For more information and examples, see Supporting Pipelines.

**Sample Command**: `ls | wc -l`
*   **Behavior**: The shell creates two child processes connected by a pipe. `ls` writes its output to the pipe's write-end. `wc -l` reads its input from the pipe's read-end. The result is the count of files in the directory.

Errors and Edge Cases

You must handle the following specific error conditions:

  1. Command Not Found:
    • If execv fails, print Command not found to stderr and exit(1) (in the child process).
  2. Batch Mode Errors:
    • File Not Found: If fopen fails, call perror("fopen") and exit with 1.
    • Invalid Usage: If >1 argument provided, print Usage: ./wsh [file] to stderr and exit with 1.
  3. System Call Failures:
    • Check return values of malloc, fork, execv, pipe, dup2.
    • On failure, use perror("function_name") (e.g., perror("fork")).
  4. Empty Lines/Comments:
    • The parser handles these, checking for empty strings or lines starting with #. You should just ensure your loop handles parse_input returning NULL gracefullly.
  5. Arbitrary Line Length:
    • You should support lines of any length. Do not use a fixed-size buffer. Either use getline or dynamically allocate memory to store the input line.

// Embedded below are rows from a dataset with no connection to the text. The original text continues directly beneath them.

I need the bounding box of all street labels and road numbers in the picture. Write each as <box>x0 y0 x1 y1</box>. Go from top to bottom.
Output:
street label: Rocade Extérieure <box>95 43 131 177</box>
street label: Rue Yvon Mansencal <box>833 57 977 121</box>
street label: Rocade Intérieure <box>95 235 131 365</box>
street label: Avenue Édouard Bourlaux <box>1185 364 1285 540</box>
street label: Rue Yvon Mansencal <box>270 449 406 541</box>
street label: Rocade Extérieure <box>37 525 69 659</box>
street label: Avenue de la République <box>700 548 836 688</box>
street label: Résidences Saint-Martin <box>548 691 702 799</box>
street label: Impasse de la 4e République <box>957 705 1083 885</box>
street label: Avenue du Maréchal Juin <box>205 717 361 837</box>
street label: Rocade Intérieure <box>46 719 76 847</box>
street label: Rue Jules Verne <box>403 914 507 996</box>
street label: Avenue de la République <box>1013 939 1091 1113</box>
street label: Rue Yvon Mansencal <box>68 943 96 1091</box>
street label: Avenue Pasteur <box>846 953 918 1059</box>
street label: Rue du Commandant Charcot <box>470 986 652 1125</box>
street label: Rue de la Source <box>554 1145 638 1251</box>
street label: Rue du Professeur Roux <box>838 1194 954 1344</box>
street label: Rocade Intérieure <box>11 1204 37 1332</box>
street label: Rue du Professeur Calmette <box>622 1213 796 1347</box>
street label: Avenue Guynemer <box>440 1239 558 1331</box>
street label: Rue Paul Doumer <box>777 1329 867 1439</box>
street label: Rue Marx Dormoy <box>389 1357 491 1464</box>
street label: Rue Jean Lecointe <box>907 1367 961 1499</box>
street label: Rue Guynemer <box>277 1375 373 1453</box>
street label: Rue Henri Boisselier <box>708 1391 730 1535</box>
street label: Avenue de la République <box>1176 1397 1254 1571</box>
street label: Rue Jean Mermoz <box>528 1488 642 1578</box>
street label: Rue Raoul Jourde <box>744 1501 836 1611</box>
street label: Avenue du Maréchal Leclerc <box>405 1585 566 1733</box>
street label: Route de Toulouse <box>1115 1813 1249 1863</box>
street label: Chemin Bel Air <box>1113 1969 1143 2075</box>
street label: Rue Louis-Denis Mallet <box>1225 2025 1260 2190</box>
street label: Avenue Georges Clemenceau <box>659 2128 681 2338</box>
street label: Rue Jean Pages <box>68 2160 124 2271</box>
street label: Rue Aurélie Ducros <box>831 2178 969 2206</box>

Testing Your Implementation

You are expected to write test scripts to verify that your implementation works correctly. We have provided a testing script tests/run-tests.sh.

Running Tests

To run the provided tests:

  1. Navigate to the tests/ directory.
  2. Run ./run-tests.sh.

It is recommended that you test your implementation incrementally as you go. Look out for memory leaks using valgrind.

Suggested Workflow

  • Step 1: Get wsh to compile and run the main loop (prompt/exit).
  • Step 2: Implement basic program execution (argument parsing is done for you!).
  • Step 3: Implement cd and exit.
  • Step 4: Implement env and get_variable hook.
  • Step 5: Implement PATH resolution.
  • Step 6: Implement Pipelines (|).
  • Test incrementally!

Notes and Hints

  • Memory Management: This project will be checked for memory leaks using valgrind. Make sure to free all allocated memory. Use valgrind --leak-check=full ./wsh to check for memory leaks.
  • Error Handling: Print errors to stderr. Use perror for system call failures.
  • Parser: Understand the parser before implementing your solution. It does most of the string processing work for you.
  • Development Environment: Use the provided Docker container to ensure your code runs in the expected environment.

References and Resources

For detailed information on the system calls and concepts used in this project, refer to the following chapters from OSTEP:

Process Creation and Execution

  • Chapter 5: Process API - Essential reading for understanding fork() and exec() family of system calls.
    • Covers how processes are created with fork()
    • Explains the exec() family (execv(), execvp(), etc.) for running programs. For this project you should use execv(), not execvp(). You are expected to implement the path resolution yourself.
    • Includes the wait() and waitpid() system calls for process synchronization
    • Code examples demonstrating these concepts

Interprocess Communication Using Pipes

  • Man Pages (Essential reading for pipes):
    • man 2 pipe - The pipe() system call for creating a unidirectional data channel
    • man 7 pipe - Overview of pipes and FIFOs, including I/O semantics and capacity
    • man 2 dup2 - Duplicating file descriptors to redirect stdin/stdout

Man Pages

Don't forget to use the manual pages for detailed API documentation:

  • man 2 fork - Process creation
  • man 3 exec - Execute a program (see also execv, execvp)
  • man 2 pipe - Create a pipe
  • man 7 pipe - Overview of pipes and FIFOs, including I/O semantics and capacity
  • man 2 dup2 - Duplicate file descriptors
  • man 2 wait - Wait for process to change state
  • man 3 getenv - Get environment variable
  • man 3 setenv - Set environment variable